By means of the present invention, data pertaining to each team (for example team name and player information) can be entered and stored in a data-base prior to the beginning of a season or tournament. In addition, the game schedule for a season or tournament can be entered and stored in memory. Subsequently, as the season or tournament progresses, team results and player statistics can be compiled and stored, based on data collected during the play of each game.
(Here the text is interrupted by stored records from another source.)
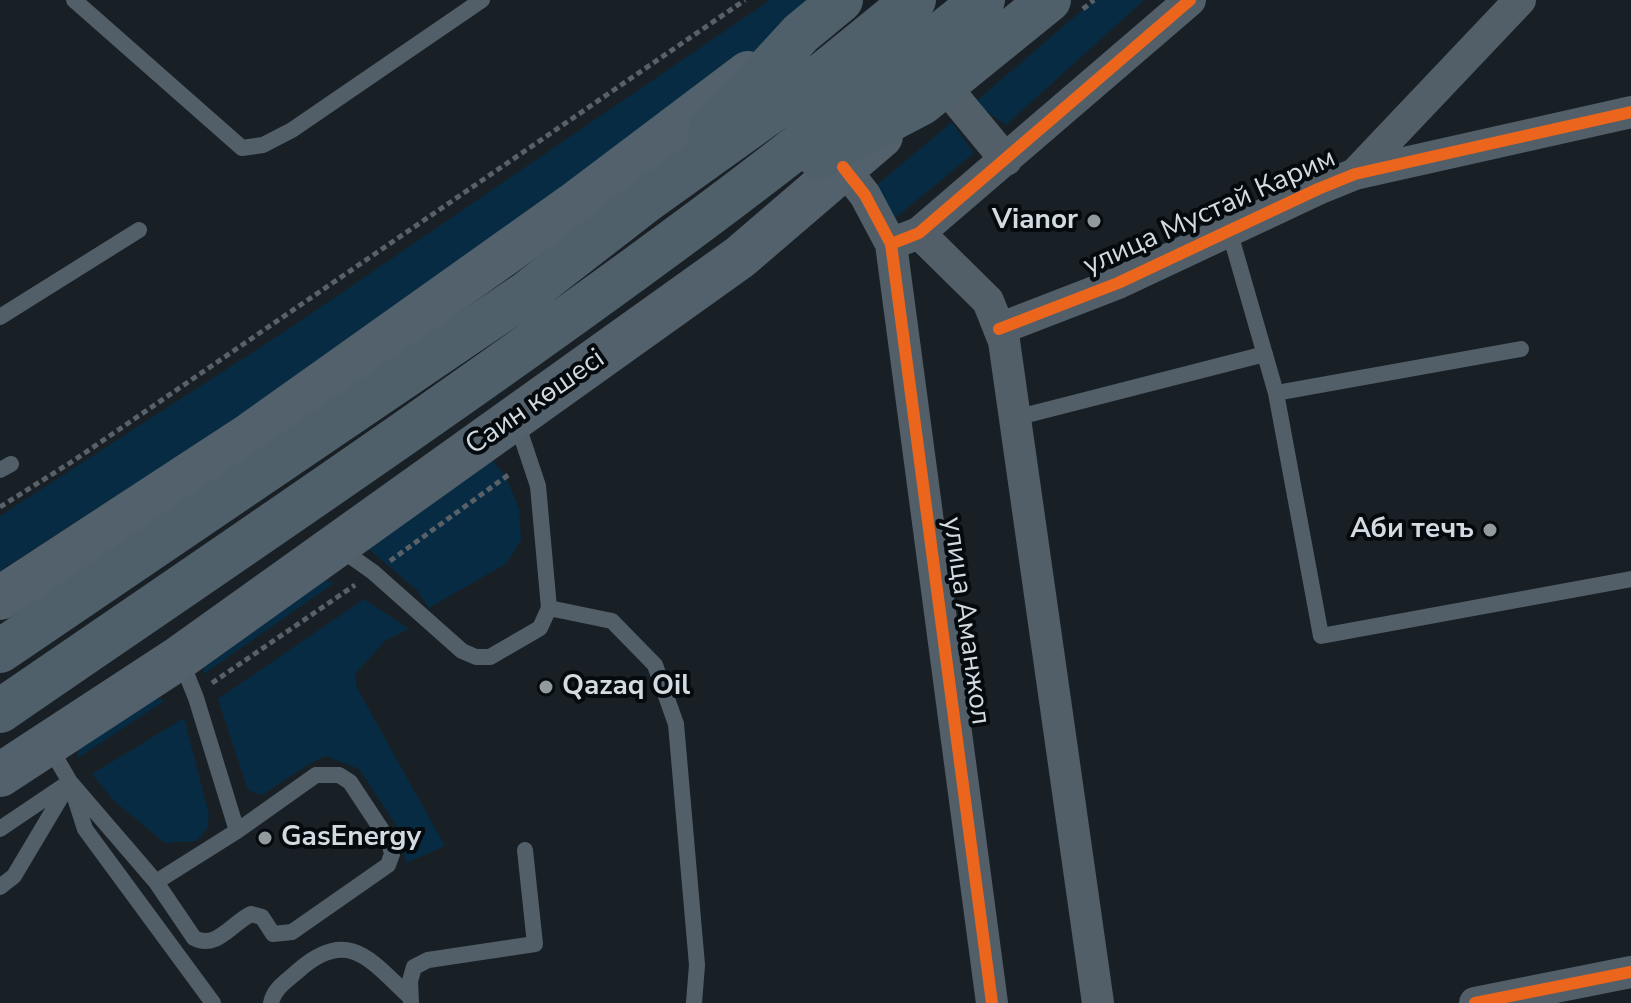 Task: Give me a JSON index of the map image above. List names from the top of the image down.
{
  "streets": {
    "main road": ["Саин көшесі"],
    "street": ["улица Мустай Карим", "улица Аманжол"]
  },
  "places": [
    "Vianor",
    "Аби течъ",
    "Qazaq Oil",
    "GasEnergy"
  ]
}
During the play of each game, an operator can enter goals scored, penalties assessed, and other data concerning the play of the game using the game control keyboard. Additional textual data can also be input when the second (i.e. standard alpha-numeric) keyboard is also used. These data are used by the apparatus, under appropriate program control, to update team results and individual player statistics. In addition, the same data is simultaneously used to generate output signals for display of team scores and other relevant information on an arena scoreboard and/or an arena display board. Thus by means of the present invention, the team results and player statistics can be collected and updated simultaneously with control of a scoreboard and/or display board, by the same person, during play of each game.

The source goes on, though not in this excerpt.